# Regression with noises in X. Should I use the unbiased estimator or the OLS estimator for forecasting?

I am working with a dataset that includes variables $$Y$$ and $$X$$. I assume that

$$Y = \beta X + \epsilon$$

satisfies all the assumptions of OLS. Based on industry knowledge, I know that theoretically $$\beta = 1$$. However, I am aware that $$X$$ contains noise, meaning I have observed $$\hat{X} = X + u$$ where $$u$$ represents the noise. When I run the OLS estimate, I find that the estimated $$\beta$$ is less than 1 due to the noise in $$X$$, which inflates the variance of $$X$$.

I have different pairs of $$(Y, X)$$ from various groups. I can verify my assumption by observing that in larger groups (where data variability is reduced by the Central Limit Theorem), the fitted $$\beta$$ is closer to 1.
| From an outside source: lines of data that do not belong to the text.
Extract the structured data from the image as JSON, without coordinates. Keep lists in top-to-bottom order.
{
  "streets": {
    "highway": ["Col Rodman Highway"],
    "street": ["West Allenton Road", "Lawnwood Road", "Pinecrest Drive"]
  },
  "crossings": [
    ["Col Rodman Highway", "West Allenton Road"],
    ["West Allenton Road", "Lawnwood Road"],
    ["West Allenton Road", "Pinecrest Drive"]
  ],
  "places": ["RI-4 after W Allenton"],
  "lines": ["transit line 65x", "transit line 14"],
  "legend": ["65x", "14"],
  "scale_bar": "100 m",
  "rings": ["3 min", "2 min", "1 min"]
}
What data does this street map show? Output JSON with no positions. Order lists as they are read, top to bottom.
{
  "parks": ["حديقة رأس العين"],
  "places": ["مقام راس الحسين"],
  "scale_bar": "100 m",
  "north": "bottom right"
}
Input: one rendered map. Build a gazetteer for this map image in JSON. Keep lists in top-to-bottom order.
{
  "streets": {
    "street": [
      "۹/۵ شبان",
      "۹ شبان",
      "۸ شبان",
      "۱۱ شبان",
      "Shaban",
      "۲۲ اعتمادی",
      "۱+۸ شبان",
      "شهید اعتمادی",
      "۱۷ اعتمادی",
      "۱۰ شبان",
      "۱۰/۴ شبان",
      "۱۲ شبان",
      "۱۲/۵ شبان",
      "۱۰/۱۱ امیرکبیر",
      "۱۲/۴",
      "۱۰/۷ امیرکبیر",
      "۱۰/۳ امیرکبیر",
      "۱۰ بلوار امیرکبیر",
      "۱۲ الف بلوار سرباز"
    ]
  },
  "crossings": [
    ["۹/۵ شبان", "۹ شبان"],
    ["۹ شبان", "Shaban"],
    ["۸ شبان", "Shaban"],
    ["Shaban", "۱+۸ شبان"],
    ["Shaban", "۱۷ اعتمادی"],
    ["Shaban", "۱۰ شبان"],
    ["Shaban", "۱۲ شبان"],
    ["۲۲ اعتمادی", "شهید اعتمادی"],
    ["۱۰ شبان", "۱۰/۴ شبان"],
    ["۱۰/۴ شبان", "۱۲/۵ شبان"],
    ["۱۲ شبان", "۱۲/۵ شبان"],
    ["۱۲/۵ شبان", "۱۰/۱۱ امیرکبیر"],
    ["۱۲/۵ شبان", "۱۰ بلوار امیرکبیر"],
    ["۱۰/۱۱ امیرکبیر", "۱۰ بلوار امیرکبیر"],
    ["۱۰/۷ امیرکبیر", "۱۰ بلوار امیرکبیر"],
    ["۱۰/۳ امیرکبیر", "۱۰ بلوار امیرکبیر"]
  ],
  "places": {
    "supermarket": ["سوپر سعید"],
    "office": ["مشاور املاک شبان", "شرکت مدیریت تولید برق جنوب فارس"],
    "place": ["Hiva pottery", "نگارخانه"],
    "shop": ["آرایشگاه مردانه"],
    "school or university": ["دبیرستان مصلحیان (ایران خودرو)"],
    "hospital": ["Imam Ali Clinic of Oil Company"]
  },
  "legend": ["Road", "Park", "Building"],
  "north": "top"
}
Given this, my question is: If I want to make an out-of-sample forecast, should I use 1 as my $$\beta$$ or should I use the OLS $$\beta$$ estimate, which is biased?

On one hand, it seems that using the unbiased $$\beta$$ of 1 is preferable since it is theoretically unbiased. However, if I assume the same noise $$u$$ is present in my out-of-sample $$X$$, my residual term will have larger variance because it includes the term $$\beta^2 \text{Var}(u)$$. Using a smaller, biased $$\beta$$ might help reduce the residual variance, despite the bias.

Is this a bias-variance trade-off scenario? What is the best approach here if my goal is to minimize the out-of-sample residual MSE?

• where data variability is reduced by the Central Limit Theorem What does this mean? $//$ How do you know that $\beta = 1?$ What about an intercept term? $//$ should I use the OLS β estimate, which is biased? Why would the OLS estimator be biased?
– Dave
Commented Jul 10 at 21:59
• OLS is biased because it doesn’t assume noise in X. So if you do ols estimate with cov(x_observed, y)/var(x_observed), it will become cov(x,y)/(var(x)+var(u)), assuming u is independent from y. So basically your beta coefficient will be shrinked. For the data I can’t disclose too much since it is confidential. But it is some physical data and we know that beta should be 1 in theory Commented Jul 10 at 22:27
• Then it sounds like you have a good starting point to craft an informative prior distribution and approach this with Bayesian estimation.